● Problem to work on
Retype, without any change, the first line of the records and every line after it through the one containing "0 #b9b6ae) drop-shadow(-2px".

====

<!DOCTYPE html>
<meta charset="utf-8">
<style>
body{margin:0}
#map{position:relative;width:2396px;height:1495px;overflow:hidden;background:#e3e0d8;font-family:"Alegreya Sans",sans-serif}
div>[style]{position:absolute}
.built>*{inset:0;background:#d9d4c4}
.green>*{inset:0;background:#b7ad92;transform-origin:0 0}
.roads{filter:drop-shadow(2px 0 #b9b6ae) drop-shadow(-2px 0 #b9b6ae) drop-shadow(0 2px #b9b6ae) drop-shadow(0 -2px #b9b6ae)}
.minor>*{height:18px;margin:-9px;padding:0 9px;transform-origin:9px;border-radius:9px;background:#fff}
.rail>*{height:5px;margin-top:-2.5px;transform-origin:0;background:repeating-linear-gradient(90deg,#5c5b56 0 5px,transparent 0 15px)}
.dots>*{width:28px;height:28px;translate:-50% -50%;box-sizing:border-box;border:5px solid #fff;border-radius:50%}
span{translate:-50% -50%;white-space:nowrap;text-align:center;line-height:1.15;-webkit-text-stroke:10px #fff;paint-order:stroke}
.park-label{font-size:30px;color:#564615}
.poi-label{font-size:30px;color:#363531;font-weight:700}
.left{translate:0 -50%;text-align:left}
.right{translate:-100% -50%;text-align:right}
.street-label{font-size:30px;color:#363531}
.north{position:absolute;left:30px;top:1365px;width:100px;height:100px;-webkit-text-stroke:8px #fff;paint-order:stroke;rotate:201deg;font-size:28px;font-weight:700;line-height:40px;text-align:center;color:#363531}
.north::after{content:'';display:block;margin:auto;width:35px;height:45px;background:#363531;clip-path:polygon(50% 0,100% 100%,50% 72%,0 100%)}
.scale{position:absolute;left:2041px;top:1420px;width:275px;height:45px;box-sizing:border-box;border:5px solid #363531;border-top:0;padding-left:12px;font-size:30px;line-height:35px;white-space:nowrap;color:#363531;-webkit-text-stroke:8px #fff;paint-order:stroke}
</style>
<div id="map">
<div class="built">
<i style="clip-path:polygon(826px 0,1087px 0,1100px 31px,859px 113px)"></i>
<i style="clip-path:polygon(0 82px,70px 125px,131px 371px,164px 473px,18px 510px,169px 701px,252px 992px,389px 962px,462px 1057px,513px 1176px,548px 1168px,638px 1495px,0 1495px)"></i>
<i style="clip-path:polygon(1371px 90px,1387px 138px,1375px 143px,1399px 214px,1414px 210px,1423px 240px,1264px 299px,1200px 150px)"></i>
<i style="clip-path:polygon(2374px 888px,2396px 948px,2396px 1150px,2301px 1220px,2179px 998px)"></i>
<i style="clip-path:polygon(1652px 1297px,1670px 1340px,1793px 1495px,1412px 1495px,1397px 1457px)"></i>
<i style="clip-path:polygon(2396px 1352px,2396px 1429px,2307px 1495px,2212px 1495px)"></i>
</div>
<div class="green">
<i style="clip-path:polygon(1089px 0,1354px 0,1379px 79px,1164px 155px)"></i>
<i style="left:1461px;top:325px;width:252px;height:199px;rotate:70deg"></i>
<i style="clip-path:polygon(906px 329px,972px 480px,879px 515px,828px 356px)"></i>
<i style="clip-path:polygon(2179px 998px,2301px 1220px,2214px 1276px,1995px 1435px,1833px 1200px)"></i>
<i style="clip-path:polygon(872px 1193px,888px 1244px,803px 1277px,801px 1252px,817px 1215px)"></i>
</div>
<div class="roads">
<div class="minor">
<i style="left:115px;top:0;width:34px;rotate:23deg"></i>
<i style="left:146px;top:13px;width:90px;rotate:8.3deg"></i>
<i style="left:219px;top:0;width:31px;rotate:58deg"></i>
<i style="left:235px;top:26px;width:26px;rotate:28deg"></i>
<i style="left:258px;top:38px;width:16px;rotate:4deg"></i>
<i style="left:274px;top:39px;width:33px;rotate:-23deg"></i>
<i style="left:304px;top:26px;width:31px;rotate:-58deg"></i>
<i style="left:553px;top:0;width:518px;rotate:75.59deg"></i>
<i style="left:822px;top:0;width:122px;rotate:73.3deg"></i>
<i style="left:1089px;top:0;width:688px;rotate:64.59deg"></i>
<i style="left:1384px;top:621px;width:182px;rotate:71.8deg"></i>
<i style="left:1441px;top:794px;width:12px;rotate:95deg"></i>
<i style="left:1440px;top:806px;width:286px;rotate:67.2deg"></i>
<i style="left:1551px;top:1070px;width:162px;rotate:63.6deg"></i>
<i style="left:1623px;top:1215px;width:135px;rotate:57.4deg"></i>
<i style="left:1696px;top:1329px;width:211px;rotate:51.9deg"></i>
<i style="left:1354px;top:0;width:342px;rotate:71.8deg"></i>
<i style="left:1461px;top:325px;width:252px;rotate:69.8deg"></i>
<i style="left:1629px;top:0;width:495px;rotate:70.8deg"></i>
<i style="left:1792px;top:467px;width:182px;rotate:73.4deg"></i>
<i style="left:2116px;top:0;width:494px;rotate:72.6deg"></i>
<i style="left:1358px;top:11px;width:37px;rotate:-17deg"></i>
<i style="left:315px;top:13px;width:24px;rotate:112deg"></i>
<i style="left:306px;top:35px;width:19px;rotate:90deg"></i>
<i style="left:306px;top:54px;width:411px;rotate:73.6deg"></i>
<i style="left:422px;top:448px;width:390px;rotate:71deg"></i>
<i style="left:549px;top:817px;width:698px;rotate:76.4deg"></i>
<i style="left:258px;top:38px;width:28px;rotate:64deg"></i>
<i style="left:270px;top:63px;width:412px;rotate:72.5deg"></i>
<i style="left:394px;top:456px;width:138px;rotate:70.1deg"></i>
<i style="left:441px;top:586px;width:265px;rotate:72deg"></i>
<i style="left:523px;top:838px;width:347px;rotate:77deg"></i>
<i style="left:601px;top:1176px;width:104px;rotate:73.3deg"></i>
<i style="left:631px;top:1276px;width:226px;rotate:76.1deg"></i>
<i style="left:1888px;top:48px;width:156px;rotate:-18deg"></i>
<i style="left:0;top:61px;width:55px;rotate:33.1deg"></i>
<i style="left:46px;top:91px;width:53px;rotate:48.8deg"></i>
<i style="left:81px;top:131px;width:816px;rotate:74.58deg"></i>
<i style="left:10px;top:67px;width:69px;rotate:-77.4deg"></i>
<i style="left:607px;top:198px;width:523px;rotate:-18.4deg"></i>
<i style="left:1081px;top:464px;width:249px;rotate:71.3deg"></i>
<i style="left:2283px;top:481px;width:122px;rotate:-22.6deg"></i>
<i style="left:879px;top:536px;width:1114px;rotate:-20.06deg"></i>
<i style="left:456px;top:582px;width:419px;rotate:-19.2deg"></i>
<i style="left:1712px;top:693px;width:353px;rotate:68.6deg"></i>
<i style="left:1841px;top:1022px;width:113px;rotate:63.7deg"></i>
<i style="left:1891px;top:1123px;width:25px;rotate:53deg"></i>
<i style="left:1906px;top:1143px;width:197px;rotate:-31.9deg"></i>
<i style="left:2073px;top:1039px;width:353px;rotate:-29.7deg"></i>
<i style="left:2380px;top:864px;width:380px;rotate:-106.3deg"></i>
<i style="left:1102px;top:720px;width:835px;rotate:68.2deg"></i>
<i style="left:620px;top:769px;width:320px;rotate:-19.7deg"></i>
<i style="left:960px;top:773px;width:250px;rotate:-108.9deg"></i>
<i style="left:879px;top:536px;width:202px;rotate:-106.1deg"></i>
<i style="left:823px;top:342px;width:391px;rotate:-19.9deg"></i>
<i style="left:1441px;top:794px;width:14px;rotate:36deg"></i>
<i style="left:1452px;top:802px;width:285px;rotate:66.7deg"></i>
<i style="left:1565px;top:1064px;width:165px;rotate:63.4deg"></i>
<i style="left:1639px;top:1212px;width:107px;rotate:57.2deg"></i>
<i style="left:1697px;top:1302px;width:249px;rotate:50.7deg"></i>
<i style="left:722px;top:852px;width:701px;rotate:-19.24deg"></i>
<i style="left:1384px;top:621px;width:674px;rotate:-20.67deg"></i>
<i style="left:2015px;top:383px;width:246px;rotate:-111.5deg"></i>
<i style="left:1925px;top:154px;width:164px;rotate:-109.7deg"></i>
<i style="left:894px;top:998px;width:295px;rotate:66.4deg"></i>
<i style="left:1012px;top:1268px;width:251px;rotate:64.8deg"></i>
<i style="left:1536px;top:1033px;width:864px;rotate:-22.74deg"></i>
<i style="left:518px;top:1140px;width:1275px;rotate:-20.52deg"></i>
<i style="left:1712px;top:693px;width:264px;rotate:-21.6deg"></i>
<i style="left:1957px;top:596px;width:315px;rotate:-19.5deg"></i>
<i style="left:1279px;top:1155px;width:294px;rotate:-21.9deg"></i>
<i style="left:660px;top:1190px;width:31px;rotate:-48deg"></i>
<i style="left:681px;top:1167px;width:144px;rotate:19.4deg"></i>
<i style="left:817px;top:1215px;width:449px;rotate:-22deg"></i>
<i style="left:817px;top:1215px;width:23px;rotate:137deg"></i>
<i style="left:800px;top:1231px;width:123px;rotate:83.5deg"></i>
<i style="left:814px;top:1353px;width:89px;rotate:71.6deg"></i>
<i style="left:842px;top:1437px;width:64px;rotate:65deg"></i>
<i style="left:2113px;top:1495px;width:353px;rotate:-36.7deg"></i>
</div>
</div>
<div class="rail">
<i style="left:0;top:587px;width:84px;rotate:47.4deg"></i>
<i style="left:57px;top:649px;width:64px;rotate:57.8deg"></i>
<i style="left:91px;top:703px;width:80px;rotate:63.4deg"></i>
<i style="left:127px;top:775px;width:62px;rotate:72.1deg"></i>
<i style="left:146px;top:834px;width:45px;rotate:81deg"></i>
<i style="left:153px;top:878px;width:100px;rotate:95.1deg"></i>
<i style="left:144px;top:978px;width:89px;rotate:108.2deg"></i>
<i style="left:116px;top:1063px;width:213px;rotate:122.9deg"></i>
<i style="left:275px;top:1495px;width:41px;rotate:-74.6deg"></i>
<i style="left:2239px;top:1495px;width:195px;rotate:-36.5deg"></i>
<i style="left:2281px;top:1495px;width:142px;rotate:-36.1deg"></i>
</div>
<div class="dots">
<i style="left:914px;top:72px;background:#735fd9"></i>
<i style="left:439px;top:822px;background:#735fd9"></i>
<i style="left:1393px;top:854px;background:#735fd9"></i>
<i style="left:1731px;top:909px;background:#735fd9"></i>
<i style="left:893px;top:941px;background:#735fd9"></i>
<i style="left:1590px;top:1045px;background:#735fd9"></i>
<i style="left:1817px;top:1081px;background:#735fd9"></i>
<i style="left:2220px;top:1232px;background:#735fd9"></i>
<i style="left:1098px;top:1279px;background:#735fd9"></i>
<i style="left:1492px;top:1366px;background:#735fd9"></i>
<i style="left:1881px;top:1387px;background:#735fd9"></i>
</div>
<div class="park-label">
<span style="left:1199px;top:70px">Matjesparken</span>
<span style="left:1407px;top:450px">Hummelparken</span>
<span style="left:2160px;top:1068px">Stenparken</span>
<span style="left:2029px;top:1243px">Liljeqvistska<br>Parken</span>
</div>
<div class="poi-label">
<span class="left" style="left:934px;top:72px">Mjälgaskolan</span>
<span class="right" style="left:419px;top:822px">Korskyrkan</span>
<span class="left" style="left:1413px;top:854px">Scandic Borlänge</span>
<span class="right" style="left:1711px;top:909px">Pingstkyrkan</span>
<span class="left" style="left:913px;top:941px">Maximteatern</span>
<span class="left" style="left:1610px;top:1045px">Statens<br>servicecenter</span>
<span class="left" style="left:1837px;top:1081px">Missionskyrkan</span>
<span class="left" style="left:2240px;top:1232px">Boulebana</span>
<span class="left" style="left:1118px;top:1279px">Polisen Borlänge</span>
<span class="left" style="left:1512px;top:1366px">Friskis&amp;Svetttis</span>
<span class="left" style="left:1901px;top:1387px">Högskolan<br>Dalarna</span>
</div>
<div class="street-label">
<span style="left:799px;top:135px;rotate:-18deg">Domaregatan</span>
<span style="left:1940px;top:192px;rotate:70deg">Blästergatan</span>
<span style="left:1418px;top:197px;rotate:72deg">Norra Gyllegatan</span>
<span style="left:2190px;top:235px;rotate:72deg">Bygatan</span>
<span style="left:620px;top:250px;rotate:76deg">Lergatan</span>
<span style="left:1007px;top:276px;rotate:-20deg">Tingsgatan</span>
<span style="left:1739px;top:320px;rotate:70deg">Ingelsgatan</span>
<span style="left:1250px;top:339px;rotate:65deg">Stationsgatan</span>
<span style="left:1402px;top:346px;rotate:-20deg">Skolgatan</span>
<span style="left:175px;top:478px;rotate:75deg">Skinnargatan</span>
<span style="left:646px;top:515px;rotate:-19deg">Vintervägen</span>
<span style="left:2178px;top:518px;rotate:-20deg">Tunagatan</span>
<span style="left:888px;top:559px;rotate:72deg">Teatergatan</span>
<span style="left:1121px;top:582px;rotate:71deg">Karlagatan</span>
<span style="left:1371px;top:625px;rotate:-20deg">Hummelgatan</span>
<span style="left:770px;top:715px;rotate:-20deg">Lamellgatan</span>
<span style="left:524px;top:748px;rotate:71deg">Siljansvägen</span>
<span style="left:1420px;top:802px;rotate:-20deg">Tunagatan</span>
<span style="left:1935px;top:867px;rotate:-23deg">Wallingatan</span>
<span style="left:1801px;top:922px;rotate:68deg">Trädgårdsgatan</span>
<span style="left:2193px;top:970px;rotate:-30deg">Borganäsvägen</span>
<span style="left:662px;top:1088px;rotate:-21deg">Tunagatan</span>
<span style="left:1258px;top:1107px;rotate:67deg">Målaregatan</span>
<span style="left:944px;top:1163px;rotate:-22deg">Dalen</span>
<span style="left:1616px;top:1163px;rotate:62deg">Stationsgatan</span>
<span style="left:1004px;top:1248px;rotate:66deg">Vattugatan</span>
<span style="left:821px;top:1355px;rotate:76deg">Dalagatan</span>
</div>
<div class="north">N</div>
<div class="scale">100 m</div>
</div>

====

● Result for this exercise
<!DOCTYPE html>
<meta charset="utf-8">
<style>
body{margin:0}
#map{position:relative;width:2396px;height:1495px;overflow:hidden;background:#e3e0d8;font-family:"Alegreya Sans",sans-serif}
div>[style]{position:absolute}
.built>*{inset:0;background:#d9d4c4}
.green>*{inset:0;background:#b7ad92;transform-origin:0 0}
.roads{filter:drop-shadow(2px 0 #b9b6ae) drop-shadow(-2px 0 #b9b6ae) drop-shadow(0 2px #b9b6ae) drop-shadow(0 -2px #b9b6ae)}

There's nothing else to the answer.